• [WHAT YOU SHOULD DO]:
Each line of the material holding the word "Road" must be identified and copied.

• [RECORD SET]:
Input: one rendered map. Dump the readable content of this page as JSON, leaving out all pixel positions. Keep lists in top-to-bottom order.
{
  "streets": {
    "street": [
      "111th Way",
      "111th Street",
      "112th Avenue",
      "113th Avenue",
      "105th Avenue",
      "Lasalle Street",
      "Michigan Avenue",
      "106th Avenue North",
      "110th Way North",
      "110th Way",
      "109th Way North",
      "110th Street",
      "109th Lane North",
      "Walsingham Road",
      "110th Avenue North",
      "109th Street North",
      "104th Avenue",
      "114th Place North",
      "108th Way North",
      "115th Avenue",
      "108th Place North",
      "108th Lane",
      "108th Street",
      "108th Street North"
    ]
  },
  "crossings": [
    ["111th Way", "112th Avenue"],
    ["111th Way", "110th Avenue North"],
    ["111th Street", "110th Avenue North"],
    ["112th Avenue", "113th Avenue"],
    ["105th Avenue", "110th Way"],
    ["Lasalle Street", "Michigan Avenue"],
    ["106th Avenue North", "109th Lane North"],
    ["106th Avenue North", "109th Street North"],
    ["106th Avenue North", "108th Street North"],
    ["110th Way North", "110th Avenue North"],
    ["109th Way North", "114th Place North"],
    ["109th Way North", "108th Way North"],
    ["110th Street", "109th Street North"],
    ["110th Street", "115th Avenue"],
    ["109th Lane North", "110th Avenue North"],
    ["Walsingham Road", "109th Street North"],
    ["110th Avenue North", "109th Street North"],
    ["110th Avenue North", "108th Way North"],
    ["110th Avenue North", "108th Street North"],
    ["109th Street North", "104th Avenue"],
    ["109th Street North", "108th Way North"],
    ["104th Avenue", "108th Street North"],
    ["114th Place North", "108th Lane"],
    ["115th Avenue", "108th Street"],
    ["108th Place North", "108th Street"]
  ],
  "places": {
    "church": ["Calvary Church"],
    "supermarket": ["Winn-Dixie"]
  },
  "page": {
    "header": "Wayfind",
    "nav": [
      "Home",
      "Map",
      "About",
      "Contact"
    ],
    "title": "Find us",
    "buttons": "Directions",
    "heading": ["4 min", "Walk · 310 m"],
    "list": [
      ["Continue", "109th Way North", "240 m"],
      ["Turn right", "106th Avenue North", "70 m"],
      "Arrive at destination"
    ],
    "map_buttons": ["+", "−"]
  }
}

• [EXERCISE SOLUTION]:
      "Walsingham Road",
    ["Walsingham Road", "109th Street North"],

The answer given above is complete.